--- START ---
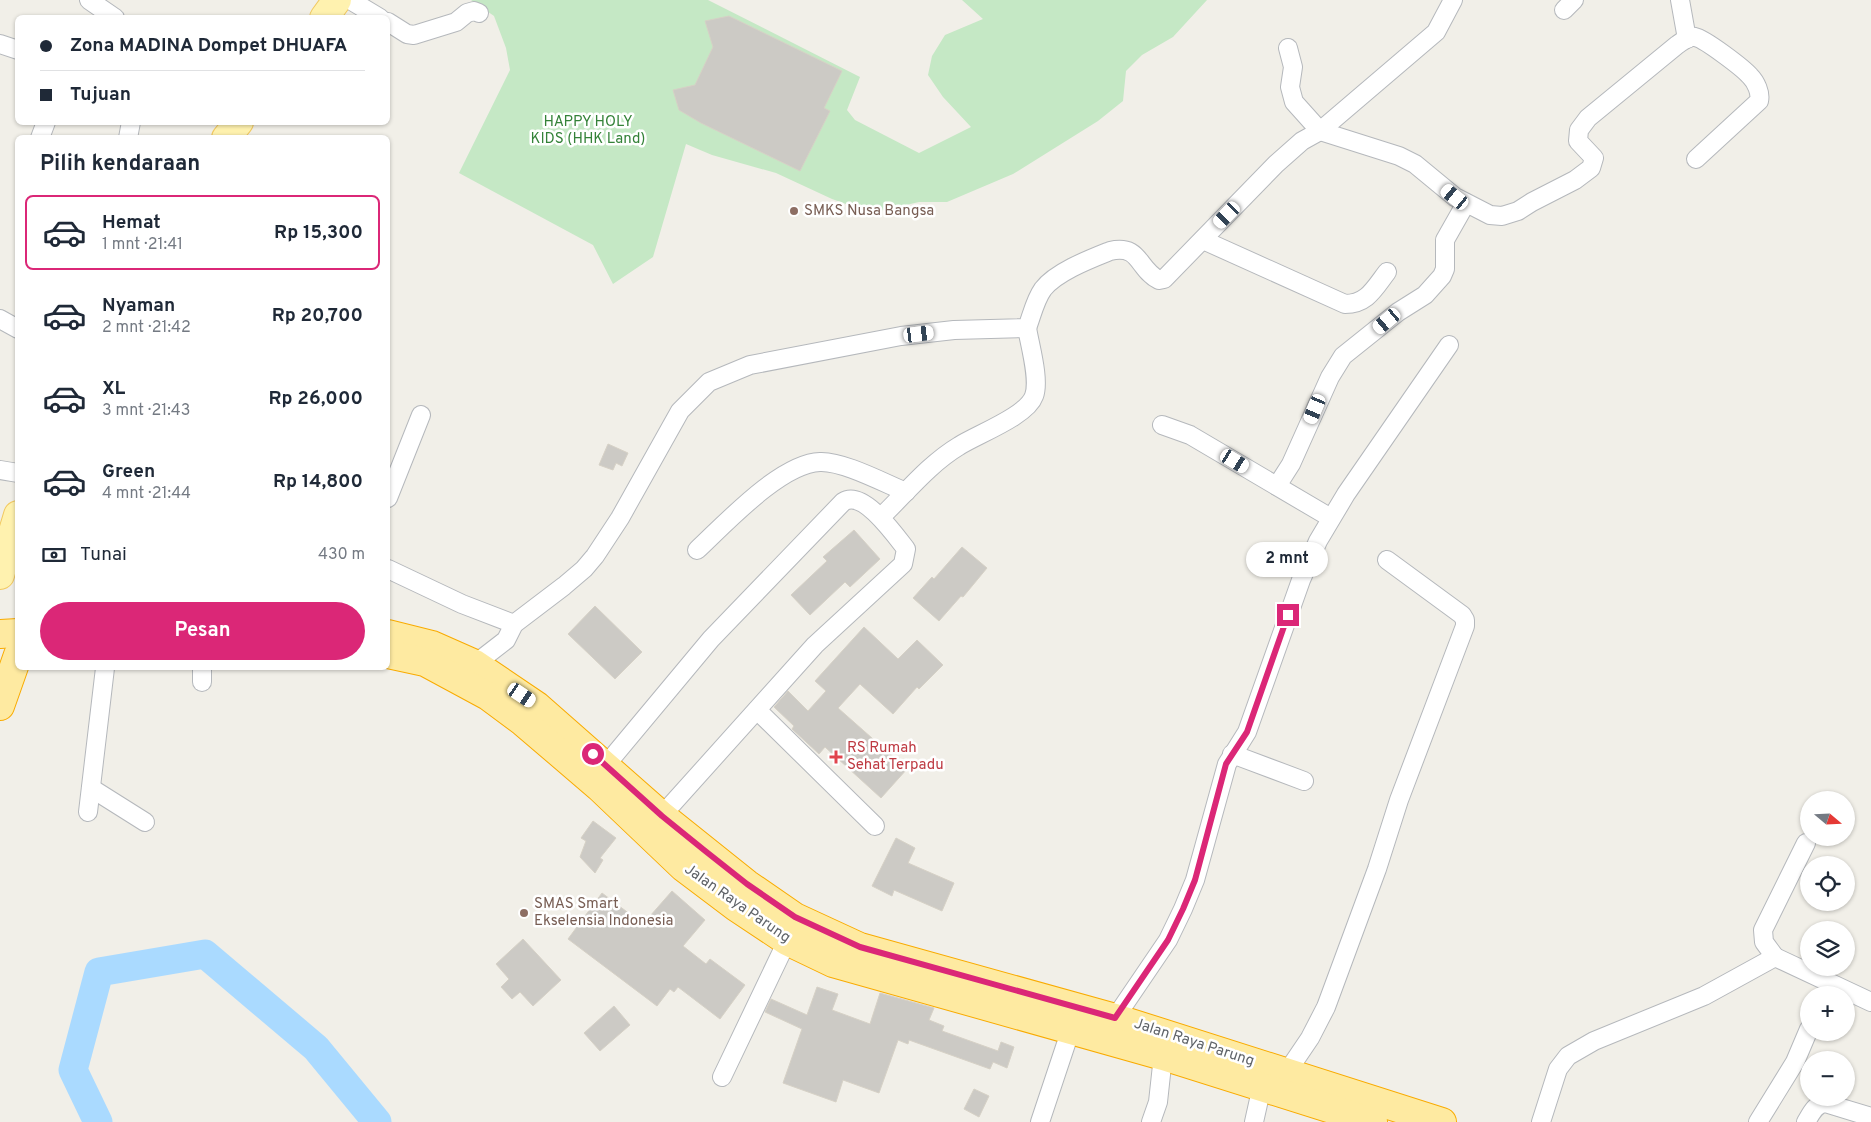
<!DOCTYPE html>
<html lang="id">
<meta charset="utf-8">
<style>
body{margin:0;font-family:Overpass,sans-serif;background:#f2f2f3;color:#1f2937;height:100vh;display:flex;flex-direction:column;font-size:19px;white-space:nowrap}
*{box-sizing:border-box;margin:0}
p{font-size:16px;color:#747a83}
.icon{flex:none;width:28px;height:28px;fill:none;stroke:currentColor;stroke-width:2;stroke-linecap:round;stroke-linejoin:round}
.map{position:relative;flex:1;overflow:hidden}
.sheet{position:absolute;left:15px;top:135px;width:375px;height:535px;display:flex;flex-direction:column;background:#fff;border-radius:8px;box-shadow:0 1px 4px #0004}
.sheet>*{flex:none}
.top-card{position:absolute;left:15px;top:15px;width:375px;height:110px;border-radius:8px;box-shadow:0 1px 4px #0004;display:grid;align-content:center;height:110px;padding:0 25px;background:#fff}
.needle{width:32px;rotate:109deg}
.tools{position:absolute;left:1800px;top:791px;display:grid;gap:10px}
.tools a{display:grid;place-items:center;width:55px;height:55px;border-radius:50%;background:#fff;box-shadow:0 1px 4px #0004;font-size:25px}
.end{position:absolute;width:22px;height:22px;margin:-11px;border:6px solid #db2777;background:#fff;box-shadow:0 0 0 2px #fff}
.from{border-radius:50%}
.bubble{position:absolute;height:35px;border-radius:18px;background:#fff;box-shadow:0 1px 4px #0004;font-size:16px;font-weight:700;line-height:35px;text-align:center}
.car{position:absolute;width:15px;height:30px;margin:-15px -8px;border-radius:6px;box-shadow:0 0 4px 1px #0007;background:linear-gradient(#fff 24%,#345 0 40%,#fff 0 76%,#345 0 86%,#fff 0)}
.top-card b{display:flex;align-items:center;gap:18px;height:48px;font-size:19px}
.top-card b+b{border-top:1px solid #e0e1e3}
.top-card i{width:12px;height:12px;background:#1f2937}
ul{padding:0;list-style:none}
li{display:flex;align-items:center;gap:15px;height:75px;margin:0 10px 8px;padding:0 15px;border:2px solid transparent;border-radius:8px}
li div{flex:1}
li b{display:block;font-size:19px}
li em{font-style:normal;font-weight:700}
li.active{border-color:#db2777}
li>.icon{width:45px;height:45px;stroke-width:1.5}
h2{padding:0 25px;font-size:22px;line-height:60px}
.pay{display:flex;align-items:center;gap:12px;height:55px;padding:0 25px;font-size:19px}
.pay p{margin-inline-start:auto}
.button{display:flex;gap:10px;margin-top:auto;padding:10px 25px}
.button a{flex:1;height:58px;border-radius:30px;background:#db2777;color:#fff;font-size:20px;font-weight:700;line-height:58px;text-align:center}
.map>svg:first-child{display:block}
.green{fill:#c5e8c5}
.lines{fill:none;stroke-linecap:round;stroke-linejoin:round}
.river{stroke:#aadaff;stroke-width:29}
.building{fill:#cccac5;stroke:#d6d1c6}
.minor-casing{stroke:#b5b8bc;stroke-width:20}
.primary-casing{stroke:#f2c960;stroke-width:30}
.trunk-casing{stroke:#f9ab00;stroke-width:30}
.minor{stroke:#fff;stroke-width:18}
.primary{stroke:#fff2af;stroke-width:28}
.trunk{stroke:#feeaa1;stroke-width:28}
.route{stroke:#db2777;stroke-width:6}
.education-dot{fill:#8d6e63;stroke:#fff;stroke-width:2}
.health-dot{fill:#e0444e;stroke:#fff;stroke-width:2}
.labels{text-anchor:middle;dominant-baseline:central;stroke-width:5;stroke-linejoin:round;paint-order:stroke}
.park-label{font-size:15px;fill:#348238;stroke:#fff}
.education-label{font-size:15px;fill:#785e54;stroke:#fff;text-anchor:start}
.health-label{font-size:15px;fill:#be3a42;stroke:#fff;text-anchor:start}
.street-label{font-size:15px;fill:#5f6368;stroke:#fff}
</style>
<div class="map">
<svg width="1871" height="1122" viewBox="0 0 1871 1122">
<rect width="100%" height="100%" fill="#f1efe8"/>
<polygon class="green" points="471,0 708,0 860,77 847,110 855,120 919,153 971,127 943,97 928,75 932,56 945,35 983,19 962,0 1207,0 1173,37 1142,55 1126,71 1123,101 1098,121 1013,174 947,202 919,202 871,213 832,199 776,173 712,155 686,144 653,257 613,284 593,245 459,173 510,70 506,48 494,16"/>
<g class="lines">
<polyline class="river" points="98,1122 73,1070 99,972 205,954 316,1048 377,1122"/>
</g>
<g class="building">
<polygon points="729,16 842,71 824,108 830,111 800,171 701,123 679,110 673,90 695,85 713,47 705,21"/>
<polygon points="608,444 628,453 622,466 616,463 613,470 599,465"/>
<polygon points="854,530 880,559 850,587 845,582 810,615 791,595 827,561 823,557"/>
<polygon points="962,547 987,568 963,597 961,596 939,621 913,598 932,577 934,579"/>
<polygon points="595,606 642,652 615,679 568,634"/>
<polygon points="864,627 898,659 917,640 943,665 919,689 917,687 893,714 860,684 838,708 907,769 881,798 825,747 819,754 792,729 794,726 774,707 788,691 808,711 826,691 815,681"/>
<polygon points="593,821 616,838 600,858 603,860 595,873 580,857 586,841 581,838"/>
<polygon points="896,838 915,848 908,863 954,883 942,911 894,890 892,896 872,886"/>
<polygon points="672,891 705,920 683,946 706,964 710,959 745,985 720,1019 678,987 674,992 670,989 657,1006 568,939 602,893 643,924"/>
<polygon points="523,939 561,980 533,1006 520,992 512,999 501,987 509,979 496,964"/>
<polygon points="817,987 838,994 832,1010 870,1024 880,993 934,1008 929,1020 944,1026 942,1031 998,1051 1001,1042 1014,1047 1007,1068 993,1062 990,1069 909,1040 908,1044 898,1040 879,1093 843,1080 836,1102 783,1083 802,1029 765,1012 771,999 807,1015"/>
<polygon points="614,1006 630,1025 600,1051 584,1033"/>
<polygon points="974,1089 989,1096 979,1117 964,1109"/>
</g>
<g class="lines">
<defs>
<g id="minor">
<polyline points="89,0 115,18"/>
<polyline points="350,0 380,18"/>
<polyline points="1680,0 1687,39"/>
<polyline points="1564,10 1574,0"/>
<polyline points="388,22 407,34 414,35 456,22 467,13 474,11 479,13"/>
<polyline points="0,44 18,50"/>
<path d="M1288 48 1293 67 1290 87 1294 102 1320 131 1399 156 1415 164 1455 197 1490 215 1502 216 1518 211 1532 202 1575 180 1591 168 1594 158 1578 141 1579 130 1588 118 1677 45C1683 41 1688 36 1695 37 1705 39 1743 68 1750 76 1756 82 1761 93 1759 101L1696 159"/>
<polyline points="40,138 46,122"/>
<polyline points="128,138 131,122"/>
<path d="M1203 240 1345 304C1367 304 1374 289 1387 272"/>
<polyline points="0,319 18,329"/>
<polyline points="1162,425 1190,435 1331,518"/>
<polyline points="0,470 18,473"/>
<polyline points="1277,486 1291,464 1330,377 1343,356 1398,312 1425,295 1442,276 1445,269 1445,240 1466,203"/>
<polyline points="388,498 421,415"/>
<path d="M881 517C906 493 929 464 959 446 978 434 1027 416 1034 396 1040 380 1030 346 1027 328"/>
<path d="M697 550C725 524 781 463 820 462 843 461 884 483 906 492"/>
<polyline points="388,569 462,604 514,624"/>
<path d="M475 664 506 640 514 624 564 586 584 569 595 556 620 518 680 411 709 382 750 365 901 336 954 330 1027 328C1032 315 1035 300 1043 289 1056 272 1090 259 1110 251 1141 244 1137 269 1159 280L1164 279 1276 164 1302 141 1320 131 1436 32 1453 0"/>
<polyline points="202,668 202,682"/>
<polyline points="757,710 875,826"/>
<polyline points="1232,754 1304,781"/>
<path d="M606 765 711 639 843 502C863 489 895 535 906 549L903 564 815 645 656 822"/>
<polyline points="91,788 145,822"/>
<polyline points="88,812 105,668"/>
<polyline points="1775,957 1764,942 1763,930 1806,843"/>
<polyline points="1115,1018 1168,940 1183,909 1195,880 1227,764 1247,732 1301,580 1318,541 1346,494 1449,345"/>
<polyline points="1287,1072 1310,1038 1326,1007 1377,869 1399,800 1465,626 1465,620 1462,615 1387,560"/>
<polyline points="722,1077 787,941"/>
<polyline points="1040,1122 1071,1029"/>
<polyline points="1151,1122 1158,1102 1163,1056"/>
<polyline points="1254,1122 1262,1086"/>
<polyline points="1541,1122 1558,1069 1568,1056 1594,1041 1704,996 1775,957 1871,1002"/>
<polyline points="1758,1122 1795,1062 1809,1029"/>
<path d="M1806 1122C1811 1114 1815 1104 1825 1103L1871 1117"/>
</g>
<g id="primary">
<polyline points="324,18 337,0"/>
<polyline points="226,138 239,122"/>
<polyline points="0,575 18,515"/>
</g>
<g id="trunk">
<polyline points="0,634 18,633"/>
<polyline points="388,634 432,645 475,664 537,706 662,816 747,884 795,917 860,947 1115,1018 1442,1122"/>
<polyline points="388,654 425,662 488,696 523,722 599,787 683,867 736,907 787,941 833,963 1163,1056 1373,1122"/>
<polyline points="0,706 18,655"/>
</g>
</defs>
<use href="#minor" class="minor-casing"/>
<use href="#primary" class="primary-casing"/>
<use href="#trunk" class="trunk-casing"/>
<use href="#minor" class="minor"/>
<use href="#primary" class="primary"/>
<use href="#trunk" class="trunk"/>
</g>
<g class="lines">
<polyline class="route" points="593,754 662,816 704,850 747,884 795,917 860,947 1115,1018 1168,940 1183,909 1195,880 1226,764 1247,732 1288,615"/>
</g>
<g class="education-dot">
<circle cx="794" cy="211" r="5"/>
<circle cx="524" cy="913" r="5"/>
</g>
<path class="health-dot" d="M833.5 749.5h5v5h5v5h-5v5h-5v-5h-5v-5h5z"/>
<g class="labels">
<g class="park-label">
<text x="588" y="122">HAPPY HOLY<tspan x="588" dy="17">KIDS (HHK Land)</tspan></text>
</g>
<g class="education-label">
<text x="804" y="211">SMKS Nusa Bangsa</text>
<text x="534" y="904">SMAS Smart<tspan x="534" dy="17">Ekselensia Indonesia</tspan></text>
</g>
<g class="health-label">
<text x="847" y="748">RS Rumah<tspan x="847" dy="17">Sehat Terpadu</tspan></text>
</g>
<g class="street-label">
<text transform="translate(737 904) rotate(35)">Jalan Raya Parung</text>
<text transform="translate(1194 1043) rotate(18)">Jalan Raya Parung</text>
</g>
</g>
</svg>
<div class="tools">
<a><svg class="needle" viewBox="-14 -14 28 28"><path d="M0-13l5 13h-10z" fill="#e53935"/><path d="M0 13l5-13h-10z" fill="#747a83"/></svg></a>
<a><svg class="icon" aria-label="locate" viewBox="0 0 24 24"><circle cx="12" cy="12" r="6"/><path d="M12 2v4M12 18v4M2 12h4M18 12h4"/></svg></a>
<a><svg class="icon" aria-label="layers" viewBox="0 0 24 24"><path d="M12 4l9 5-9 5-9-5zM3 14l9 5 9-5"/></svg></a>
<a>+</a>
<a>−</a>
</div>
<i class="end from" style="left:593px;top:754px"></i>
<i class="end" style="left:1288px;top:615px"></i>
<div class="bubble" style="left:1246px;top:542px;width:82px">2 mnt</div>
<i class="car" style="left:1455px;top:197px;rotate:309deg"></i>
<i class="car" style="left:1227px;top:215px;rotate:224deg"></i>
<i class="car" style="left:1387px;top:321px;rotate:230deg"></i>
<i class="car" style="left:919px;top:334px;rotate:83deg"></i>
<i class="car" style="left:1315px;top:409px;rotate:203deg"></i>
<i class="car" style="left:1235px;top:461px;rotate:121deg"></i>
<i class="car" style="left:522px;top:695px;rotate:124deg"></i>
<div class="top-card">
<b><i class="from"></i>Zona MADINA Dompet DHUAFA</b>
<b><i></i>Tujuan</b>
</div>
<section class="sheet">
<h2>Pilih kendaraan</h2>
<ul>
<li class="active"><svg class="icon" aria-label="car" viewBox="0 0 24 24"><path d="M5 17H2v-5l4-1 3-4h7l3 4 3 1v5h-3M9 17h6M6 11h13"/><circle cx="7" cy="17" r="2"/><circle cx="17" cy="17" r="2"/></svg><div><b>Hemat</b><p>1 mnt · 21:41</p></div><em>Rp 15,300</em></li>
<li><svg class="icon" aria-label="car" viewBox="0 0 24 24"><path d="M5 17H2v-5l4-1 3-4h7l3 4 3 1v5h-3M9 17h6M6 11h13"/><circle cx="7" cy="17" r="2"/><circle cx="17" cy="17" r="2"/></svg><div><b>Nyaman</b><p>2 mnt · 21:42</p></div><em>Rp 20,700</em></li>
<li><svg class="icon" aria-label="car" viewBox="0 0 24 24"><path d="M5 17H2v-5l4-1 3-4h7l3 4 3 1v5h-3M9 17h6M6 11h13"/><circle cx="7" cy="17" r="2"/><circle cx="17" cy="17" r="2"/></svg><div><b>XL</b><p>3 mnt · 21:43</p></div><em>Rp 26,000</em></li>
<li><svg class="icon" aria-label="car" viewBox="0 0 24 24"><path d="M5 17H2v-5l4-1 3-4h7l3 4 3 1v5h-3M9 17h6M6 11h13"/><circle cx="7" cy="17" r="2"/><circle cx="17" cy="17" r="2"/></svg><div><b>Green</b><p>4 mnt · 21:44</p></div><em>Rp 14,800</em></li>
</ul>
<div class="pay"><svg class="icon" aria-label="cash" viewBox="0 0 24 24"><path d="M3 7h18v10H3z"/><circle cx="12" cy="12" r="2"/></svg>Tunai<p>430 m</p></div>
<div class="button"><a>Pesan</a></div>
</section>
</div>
--- END ---
## Task
Copy out all lines of the listing above that include "bubble".

## Your response
.bubble{position:absolute;height:35px;border-radius:18px;background:#fff;box-shadow:0 1px 4px #0004;font-size:16px;font-weight:700;line-height:35px;text-align:center}
<div class="bubble" style="left:1246px;top:542px;width:82px">2 mnt</div>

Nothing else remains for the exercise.